Stored records:
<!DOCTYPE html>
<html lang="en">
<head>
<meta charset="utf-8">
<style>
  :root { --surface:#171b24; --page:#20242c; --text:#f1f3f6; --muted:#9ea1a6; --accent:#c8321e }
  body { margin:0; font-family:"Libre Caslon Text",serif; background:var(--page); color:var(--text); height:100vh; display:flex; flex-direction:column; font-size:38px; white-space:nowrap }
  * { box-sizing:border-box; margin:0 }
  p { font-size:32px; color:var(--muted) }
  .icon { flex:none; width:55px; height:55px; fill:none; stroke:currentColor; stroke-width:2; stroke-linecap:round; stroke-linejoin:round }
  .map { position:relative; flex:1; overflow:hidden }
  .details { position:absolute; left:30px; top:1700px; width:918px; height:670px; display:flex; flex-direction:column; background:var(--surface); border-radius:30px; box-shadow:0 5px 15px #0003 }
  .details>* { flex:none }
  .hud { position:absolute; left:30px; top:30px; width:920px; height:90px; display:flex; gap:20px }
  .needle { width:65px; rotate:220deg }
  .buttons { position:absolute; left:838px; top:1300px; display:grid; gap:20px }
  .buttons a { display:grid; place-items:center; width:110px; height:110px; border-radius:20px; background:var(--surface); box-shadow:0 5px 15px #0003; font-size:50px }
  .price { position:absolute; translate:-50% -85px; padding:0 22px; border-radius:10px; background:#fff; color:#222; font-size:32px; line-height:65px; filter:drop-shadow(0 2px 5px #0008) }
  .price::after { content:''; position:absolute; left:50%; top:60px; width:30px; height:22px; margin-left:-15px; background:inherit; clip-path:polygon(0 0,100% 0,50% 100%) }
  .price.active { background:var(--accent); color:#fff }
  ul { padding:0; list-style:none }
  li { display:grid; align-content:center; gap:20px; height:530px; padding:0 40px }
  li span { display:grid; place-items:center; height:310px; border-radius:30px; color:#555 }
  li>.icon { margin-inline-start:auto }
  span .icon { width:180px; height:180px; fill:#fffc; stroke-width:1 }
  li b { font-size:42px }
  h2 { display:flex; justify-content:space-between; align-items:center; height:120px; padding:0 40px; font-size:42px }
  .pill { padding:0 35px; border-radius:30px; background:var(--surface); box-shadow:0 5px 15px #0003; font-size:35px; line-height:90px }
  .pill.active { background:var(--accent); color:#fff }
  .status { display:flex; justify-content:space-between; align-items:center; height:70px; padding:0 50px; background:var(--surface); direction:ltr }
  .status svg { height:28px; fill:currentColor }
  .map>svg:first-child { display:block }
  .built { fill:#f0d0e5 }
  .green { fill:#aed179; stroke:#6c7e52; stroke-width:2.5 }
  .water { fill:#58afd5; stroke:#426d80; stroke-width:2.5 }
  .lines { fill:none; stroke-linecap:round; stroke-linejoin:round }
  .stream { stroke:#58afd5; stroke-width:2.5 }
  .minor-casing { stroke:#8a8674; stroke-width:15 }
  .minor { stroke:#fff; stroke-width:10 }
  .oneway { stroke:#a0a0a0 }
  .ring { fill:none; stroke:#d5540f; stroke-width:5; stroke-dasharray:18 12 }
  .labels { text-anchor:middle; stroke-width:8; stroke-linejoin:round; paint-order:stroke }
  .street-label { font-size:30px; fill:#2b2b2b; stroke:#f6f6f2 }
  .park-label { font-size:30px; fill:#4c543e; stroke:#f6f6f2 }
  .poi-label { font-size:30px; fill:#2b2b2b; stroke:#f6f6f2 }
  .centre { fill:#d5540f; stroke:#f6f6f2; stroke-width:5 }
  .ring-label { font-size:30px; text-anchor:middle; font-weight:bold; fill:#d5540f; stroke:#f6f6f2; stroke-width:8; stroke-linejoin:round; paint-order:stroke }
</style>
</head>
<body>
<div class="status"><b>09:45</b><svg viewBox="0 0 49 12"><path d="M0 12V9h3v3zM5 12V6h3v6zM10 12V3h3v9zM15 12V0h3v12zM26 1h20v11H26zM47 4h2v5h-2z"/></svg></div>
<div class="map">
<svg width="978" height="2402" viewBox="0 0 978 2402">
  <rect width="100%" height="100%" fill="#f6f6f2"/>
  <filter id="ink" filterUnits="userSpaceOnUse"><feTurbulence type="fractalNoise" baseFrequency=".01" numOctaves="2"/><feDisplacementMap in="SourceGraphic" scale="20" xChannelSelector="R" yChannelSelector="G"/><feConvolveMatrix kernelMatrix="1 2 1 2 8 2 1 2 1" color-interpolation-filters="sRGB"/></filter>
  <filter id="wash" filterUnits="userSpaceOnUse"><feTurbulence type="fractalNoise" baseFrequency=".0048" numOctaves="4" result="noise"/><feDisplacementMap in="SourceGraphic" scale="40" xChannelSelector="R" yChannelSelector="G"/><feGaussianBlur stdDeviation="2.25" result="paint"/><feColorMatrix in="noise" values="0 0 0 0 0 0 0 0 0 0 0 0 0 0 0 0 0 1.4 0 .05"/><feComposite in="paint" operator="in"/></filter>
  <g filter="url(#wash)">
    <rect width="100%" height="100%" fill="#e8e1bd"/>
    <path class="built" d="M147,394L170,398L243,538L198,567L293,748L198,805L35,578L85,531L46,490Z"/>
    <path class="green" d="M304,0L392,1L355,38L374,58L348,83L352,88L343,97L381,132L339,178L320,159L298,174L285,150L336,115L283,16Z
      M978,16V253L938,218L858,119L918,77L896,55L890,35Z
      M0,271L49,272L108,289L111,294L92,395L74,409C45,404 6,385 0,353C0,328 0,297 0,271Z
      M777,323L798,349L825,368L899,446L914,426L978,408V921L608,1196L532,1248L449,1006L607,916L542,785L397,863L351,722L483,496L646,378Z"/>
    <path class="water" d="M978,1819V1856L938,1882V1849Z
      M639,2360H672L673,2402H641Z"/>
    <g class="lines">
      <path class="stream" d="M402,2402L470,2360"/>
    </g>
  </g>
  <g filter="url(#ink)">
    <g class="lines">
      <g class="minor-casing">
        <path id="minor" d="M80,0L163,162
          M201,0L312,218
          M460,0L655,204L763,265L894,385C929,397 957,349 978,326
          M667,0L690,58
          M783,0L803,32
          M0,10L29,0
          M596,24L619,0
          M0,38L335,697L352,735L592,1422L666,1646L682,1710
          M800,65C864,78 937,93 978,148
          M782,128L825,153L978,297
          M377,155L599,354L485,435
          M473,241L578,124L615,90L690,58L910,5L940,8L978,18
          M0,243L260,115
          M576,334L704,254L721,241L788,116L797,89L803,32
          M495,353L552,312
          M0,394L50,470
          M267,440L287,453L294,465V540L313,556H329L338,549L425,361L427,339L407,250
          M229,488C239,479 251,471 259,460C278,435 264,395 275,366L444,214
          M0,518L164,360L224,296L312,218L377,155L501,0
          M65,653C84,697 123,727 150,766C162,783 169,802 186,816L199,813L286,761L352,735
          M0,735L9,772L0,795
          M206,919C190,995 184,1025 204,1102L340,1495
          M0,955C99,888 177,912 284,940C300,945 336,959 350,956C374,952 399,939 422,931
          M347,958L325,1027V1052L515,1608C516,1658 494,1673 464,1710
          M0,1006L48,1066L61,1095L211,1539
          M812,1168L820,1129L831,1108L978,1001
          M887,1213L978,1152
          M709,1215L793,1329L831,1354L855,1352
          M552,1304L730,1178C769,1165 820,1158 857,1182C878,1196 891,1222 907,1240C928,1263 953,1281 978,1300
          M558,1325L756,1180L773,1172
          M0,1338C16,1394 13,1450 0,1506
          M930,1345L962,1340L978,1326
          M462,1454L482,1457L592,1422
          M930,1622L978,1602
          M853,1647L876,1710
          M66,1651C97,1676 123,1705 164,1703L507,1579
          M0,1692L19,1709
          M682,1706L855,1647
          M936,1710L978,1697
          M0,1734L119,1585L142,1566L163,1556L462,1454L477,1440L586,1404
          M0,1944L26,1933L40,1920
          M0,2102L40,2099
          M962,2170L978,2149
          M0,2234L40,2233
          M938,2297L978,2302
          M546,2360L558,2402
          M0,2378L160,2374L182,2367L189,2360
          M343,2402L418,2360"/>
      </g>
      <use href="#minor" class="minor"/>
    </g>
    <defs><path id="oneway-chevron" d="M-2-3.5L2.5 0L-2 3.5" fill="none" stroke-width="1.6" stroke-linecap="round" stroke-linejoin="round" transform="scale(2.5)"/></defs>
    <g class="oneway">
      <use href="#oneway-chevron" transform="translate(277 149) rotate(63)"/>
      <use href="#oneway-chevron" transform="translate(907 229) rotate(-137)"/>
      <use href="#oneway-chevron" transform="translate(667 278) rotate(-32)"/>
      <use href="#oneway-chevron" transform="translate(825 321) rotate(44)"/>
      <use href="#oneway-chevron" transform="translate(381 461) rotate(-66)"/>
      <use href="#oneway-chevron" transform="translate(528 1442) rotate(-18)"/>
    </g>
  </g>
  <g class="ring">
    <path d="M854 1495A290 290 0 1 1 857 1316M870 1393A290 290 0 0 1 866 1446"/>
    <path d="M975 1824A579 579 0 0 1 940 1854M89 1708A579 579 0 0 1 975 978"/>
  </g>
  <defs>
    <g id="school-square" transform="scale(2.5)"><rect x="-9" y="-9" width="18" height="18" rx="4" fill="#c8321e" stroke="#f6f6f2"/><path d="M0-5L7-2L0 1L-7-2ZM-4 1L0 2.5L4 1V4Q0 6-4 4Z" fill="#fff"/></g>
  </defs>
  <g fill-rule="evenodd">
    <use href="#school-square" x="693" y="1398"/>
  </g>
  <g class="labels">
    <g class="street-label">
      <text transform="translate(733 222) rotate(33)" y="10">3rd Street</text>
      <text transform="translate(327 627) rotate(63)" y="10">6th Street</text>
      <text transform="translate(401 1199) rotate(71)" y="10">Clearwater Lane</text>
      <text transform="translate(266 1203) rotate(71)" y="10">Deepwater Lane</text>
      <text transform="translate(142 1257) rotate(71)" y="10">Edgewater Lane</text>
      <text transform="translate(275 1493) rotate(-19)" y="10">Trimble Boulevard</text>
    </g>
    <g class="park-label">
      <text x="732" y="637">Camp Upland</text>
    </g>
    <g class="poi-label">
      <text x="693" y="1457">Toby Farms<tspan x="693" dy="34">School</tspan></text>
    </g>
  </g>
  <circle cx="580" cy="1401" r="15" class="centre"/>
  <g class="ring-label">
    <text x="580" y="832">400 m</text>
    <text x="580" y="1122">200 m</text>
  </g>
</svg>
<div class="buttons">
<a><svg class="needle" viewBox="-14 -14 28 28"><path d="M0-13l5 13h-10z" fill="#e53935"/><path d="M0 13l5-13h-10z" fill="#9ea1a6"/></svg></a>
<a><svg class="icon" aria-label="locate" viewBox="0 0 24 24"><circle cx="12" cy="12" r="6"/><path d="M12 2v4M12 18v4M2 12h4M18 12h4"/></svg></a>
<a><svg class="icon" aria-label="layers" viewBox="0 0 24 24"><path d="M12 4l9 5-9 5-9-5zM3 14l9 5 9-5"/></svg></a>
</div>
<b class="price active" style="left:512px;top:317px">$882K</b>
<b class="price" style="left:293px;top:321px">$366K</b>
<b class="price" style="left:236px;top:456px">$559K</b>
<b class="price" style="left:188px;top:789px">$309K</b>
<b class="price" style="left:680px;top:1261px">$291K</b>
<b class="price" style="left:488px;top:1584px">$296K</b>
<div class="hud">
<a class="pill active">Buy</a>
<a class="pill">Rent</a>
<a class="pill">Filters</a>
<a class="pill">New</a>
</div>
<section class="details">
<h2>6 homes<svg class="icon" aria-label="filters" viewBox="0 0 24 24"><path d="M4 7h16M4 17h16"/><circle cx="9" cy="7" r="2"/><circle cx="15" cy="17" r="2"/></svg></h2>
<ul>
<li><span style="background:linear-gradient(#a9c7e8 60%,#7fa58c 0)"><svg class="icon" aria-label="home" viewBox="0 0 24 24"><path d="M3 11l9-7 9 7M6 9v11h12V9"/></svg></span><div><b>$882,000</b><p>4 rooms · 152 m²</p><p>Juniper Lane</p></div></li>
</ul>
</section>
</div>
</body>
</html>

▶ [Work to be completed] Scan the entries above for the word "absolute" and collect each line holding it.

▶ [Exercise solution]
  .details { position:absolute; left:30px; top:1700px; width:918px; height:670px; display:flex; flex-direction:column; background:var(--surface); border-radius:30px; box-shadow:0 5px 15px #0003 }
  .hud { position:absolute; left:30px; top:30px; width:920px; height:90px; display:flex; gap:20px }
  .buttons { position:absolute; left:838px; top:1300px; display:grid; gap:20px }
  .price { position:absolute; translate:-50% -85px; padding:0 22px; border-radius:10px; background:#fff; color:#222; font-size:32px; line-height:65px; filter:drop-shadow(0 2px 5px #0008) }
  .price::after { content:''; position:absolute; left:50%; top:60px; width:30px; height:22px; margin-left:-15px; background:inherit; clip-path:polygon(0 0,100% 0,50% 100%) }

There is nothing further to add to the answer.